--- START ---

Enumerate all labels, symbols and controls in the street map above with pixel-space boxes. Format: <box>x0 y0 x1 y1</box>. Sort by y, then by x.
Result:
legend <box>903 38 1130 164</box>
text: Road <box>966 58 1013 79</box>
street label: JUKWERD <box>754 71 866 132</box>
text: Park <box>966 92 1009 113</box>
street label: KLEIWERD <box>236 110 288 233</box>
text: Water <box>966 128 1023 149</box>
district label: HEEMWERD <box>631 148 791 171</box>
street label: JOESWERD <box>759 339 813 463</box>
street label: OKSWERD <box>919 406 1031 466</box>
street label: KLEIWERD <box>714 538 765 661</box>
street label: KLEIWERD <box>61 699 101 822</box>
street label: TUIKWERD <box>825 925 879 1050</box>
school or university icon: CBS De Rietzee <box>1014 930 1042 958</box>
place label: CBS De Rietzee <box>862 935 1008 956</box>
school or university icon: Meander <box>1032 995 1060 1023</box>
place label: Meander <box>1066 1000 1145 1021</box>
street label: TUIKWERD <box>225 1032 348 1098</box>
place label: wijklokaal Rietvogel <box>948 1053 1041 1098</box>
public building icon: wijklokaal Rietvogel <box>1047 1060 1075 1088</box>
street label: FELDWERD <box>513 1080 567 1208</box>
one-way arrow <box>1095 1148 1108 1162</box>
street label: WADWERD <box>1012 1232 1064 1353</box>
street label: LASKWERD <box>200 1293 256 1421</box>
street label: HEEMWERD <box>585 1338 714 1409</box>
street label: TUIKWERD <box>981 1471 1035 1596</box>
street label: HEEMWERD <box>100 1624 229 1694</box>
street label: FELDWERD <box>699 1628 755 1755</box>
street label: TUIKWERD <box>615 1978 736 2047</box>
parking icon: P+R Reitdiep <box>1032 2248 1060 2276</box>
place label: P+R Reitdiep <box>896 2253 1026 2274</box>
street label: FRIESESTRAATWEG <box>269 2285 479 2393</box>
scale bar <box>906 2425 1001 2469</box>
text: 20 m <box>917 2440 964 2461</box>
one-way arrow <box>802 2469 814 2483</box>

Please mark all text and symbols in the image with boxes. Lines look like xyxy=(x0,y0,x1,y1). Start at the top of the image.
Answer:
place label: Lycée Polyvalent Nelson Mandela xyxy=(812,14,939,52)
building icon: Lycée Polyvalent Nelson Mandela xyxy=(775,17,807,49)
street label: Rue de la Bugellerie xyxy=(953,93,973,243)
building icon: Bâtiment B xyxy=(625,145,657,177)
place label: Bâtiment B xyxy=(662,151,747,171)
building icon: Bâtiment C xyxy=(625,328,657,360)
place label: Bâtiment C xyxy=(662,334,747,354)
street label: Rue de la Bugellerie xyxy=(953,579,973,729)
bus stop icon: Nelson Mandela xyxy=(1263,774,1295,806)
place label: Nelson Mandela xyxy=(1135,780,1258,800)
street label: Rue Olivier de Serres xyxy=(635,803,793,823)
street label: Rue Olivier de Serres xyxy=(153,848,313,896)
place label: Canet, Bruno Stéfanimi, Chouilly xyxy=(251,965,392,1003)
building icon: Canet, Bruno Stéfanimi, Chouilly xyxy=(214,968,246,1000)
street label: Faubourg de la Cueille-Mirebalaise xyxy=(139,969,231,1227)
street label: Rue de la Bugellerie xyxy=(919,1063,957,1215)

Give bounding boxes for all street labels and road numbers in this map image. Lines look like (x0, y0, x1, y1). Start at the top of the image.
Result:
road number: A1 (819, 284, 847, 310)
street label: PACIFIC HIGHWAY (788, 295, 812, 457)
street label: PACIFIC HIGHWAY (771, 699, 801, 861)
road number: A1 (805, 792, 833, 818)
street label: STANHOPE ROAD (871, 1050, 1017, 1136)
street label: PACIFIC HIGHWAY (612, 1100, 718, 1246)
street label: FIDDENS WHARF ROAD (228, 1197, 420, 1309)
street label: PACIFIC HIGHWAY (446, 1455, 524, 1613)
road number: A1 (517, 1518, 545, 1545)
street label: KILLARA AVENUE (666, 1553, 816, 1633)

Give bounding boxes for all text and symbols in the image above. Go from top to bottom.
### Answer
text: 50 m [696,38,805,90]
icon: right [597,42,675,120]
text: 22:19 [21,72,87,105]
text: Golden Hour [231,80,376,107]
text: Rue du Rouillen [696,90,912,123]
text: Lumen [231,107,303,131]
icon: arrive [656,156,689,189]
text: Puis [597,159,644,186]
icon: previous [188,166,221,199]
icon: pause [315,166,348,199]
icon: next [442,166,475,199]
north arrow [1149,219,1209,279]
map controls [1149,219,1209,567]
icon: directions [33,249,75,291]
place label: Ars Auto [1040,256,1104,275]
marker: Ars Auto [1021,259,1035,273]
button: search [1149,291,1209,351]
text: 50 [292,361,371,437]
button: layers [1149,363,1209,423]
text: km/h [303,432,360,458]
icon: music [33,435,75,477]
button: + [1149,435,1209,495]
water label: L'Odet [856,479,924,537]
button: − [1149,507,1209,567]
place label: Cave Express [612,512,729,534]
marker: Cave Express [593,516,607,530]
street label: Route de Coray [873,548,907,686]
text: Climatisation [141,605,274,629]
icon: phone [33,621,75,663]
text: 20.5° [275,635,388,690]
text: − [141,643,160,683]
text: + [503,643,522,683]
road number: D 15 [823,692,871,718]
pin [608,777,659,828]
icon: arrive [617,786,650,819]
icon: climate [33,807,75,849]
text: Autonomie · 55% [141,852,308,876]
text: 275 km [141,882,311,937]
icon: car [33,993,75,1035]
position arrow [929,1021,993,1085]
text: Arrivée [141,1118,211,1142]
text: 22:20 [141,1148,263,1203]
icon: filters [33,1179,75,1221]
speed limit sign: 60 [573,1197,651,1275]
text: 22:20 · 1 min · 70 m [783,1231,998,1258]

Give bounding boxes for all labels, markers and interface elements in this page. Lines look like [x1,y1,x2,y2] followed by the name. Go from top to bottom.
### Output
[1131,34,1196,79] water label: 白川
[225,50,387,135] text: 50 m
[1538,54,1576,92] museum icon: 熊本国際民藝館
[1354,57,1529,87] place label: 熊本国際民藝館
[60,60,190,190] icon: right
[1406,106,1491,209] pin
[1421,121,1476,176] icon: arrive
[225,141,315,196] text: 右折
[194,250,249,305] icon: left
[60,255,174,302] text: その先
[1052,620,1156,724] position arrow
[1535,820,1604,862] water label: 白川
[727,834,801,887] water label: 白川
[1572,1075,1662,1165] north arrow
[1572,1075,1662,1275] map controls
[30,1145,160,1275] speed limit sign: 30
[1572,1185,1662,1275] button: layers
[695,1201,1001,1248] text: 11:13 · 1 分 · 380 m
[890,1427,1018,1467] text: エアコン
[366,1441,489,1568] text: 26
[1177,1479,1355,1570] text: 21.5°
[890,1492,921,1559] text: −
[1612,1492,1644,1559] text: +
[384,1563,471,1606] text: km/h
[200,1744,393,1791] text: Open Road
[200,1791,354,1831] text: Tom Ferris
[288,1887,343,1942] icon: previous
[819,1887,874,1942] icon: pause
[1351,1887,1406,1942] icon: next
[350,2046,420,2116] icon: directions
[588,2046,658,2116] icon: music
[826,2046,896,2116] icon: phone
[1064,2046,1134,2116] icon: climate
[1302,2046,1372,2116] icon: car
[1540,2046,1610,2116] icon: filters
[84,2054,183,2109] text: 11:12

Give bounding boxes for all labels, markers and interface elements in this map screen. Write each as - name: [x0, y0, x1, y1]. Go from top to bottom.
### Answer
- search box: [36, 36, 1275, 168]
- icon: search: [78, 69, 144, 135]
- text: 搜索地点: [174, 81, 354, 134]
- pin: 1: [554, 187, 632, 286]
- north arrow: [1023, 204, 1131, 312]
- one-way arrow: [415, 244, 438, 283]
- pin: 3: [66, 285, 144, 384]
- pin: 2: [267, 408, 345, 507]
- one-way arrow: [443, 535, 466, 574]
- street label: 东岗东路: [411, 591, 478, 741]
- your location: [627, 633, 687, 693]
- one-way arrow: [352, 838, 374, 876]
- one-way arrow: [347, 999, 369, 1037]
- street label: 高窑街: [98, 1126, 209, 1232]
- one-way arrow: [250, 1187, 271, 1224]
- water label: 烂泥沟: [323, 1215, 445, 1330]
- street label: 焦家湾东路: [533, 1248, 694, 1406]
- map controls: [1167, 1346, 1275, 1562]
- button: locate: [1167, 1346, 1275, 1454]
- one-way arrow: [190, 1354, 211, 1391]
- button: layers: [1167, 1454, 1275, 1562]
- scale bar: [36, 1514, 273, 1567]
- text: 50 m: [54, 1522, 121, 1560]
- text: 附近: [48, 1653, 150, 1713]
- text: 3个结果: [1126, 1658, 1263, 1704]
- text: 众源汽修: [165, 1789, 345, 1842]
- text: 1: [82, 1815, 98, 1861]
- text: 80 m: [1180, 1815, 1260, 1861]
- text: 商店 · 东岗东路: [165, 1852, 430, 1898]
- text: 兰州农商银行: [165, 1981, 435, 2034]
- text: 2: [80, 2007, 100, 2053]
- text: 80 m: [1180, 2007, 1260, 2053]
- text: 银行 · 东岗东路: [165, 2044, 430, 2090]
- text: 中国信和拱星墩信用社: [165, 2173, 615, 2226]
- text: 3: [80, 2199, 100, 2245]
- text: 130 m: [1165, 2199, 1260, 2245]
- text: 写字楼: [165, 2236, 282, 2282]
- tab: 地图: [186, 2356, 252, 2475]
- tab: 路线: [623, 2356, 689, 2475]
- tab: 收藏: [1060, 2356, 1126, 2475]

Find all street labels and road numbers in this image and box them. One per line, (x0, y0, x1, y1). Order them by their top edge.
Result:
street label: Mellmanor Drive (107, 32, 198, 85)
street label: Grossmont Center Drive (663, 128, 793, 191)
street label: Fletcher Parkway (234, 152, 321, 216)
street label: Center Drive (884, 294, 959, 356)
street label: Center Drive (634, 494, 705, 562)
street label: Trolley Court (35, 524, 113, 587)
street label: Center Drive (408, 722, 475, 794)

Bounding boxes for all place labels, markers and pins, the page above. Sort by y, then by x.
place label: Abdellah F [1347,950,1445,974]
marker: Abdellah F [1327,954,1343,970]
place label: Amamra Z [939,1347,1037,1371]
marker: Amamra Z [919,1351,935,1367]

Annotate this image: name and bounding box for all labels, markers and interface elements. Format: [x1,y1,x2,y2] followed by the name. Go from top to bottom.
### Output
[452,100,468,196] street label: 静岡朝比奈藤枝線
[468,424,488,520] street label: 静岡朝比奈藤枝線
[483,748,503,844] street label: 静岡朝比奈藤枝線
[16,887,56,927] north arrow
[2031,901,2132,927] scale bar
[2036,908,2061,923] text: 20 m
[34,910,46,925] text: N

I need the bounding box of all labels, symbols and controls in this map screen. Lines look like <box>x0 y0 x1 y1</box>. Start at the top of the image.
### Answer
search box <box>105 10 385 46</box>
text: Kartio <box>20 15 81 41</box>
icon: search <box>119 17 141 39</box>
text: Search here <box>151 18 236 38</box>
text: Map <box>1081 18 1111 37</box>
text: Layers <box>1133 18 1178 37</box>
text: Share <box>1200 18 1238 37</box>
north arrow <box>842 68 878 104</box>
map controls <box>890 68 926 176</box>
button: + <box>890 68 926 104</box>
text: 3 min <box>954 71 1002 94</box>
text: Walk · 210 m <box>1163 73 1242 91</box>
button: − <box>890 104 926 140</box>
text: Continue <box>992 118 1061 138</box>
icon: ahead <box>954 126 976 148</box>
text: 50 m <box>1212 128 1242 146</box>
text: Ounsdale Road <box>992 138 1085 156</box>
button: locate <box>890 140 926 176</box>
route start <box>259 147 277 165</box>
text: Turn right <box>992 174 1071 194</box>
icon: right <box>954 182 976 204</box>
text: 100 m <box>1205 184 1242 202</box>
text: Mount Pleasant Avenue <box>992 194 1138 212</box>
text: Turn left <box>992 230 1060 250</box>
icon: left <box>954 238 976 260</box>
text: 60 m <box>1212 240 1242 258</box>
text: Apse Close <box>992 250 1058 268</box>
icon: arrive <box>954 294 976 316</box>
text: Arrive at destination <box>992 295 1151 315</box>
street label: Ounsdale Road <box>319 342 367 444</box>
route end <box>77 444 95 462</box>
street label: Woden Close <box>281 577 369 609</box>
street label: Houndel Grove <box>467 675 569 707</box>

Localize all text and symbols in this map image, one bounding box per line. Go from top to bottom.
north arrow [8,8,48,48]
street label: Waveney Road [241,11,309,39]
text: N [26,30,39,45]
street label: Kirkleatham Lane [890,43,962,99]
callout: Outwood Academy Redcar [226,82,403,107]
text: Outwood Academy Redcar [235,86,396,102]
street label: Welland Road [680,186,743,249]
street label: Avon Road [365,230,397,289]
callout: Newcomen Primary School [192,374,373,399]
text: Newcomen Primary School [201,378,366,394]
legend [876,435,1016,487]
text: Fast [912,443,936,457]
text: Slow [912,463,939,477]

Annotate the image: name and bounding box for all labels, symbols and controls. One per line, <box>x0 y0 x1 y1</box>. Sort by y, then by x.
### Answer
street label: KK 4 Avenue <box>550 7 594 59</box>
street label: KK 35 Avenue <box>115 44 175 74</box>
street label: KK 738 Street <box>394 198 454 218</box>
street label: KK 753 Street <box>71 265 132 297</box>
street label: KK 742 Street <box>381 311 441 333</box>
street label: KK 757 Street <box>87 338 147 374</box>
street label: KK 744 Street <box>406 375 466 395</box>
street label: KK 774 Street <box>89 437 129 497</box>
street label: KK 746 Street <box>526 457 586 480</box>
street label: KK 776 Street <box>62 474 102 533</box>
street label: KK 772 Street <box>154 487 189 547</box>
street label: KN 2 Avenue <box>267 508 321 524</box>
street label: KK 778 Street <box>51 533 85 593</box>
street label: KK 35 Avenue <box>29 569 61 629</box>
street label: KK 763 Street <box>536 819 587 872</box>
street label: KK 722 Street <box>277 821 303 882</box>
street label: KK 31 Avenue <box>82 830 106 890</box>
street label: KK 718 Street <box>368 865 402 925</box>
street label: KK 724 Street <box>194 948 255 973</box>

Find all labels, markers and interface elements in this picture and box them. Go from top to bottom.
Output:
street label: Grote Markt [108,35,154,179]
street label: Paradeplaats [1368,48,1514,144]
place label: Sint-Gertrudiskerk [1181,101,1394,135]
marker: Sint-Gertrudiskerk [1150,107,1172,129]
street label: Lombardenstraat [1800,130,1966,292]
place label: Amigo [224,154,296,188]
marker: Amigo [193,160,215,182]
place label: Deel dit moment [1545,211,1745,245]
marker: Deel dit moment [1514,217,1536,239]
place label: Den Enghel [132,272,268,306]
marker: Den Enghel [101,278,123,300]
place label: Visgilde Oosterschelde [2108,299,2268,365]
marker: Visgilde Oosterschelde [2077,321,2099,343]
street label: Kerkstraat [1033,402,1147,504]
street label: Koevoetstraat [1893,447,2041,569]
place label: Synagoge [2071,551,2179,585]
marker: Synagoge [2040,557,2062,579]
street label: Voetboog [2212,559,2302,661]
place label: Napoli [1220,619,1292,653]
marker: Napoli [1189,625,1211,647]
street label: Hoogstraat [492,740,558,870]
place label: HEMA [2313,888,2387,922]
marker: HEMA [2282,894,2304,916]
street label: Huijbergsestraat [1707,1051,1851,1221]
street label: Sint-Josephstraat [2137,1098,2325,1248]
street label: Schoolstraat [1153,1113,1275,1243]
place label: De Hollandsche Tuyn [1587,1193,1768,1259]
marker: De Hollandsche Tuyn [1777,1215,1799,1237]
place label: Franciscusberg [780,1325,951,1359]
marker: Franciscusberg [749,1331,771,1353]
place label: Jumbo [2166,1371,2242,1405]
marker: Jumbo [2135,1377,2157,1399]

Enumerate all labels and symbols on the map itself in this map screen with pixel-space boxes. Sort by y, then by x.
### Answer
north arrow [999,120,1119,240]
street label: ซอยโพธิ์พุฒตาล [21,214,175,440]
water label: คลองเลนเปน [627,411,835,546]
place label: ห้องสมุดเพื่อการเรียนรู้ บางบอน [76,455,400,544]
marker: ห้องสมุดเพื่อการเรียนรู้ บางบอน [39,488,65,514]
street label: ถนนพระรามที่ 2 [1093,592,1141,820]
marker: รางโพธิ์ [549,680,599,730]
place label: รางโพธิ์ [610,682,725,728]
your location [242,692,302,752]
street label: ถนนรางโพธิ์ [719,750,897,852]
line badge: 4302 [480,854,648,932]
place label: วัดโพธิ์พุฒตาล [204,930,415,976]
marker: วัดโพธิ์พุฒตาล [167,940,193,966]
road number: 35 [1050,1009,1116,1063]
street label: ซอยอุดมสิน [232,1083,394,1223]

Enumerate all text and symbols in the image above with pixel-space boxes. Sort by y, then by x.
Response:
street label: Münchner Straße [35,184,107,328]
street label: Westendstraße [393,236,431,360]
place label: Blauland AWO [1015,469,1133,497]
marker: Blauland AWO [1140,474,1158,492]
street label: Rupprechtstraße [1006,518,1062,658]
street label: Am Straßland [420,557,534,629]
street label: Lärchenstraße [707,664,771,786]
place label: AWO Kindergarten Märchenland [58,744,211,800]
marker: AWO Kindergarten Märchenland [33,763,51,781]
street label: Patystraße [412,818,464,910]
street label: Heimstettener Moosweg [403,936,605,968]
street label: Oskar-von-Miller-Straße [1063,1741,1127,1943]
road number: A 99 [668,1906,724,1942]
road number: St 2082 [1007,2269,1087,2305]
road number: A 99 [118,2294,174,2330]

--- END ---

# [EXERCISE DETAILS]
For the string "Find", count the lines of the preceding listing in which it appears, and report the count alone.

# [WRITTEN SOLUTION]
2